● GIVEN RECORDS
+ + + +

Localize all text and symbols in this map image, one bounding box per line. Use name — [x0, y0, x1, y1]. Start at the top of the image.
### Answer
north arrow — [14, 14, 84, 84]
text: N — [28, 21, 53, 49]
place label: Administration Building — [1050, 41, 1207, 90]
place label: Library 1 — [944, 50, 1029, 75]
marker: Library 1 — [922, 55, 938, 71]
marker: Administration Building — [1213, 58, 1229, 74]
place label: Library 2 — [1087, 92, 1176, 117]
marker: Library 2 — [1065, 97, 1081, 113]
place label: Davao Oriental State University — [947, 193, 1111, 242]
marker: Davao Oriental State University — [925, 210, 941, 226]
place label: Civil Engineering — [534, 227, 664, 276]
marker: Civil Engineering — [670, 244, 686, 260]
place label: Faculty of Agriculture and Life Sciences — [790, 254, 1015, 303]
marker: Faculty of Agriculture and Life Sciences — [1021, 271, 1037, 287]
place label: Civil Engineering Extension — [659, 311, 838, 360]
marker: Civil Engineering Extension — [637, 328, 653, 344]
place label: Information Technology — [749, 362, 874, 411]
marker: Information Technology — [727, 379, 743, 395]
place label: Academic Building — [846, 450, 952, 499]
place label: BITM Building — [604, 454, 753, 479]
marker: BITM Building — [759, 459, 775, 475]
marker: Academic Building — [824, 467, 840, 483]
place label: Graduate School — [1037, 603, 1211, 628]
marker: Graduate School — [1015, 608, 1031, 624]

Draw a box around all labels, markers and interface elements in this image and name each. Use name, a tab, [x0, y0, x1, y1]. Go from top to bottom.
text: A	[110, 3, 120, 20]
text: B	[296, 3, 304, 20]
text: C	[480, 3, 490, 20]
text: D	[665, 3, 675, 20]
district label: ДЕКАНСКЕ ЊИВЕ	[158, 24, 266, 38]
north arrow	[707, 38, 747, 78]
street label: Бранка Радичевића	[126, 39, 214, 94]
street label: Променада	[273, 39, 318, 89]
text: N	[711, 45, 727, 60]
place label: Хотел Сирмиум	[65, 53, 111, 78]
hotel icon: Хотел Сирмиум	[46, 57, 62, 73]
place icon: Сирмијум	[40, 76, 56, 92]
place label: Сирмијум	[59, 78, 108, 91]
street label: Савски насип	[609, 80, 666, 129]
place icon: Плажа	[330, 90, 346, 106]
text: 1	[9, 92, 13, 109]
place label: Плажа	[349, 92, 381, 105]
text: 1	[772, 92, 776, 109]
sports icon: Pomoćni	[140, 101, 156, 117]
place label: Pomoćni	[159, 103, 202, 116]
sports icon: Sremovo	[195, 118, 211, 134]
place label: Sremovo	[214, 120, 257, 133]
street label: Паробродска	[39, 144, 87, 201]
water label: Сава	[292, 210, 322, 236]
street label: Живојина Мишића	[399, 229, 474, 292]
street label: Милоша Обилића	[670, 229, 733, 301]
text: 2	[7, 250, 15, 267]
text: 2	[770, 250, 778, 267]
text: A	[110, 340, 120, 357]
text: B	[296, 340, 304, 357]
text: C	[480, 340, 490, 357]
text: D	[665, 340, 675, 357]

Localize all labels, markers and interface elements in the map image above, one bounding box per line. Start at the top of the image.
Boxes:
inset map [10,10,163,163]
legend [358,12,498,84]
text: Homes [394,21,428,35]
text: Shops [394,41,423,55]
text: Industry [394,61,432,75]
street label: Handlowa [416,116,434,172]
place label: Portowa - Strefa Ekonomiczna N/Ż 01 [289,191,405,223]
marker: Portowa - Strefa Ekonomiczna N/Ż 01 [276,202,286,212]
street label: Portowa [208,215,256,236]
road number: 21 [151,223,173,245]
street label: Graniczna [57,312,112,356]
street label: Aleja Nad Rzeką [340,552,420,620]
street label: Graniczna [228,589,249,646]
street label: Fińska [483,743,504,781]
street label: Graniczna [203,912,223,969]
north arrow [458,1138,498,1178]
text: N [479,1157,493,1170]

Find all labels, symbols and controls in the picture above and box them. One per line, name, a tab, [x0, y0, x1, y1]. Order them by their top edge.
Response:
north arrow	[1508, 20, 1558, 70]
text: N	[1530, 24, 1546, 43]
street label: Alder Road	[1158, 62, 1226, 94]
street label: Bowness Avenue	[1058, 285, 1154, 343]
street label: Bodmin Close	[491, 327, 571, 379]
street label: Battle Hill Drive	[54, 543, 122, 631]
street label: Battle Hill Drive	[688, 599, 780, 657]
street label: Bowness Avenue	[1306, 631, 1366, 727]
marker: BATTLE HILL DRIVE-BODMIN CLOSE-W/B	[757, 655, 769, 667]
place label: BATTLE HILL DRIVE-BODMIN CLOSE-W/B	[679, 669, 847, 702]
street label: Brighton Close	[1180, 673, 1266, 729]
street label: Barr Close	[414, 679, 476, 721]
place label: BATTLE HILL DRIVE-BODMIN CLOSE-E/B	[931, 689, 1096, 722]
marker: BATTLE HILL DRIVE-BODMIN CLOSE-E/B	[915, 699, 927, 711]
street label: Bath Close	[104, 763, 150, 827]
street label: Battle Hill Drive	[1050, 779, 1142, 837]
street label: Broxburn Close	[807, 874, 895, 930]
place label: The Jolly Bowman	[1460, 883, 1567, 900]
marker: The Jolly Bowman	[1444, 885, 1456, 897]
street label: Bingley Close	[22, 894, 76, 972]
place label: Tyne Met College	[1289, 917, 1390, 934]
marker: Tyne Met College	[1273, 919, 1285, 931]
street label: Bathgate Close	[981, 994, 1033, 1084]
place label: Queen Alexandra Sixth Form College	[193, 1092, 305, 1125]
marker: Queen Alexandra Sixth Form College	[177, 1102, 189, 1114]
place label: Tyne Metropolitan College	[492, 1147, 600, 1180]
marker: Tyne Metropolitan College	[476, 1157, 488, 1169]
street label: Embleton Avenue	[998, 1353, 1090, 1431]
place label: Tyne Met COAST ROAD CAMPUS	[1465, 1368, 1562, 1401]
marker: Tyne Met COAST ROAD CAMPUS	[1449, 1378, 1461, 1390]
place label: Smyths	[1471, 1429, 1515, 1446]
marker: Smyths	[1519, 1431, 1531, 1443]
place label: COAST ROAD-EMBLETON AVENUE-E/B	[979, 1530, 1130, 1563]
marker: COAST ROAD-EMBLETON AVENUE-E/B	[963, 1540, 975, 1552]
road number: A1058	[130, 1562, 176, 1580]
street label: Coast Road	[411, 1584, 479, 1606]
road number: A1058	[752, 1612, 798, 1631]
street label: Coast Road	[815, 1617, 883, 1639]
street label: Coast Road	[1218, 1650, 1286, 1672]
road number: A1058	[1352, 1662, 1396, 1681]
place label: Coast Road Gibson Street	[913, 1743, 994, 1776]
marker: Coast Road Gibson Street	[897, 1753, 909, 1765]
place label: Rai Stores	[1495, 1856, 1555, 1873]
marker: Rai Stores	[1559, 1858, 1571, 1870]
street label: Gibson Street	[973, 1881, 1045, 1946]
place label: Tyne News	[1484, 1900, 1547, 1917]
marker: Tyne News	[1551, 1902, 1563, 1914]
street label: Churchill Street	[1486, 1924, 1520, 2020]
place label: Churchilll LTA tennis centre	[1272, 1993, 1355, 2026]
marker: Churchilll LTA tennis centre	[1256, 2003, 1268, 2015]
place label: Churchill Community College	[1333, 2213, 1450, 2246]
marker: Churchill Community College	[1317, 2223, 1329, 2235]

+ + + +

● YOUR ASSIGNMENT
Search the entries above for the word "Life", and copy every line where it occurs.

● RESULT
place label: Faculty of Agriculture and Life Sciences — [790, 254, 1015, 303]
marker: Faculty of Agriculture and Life Sciences — [1021, 271, 1037, 287]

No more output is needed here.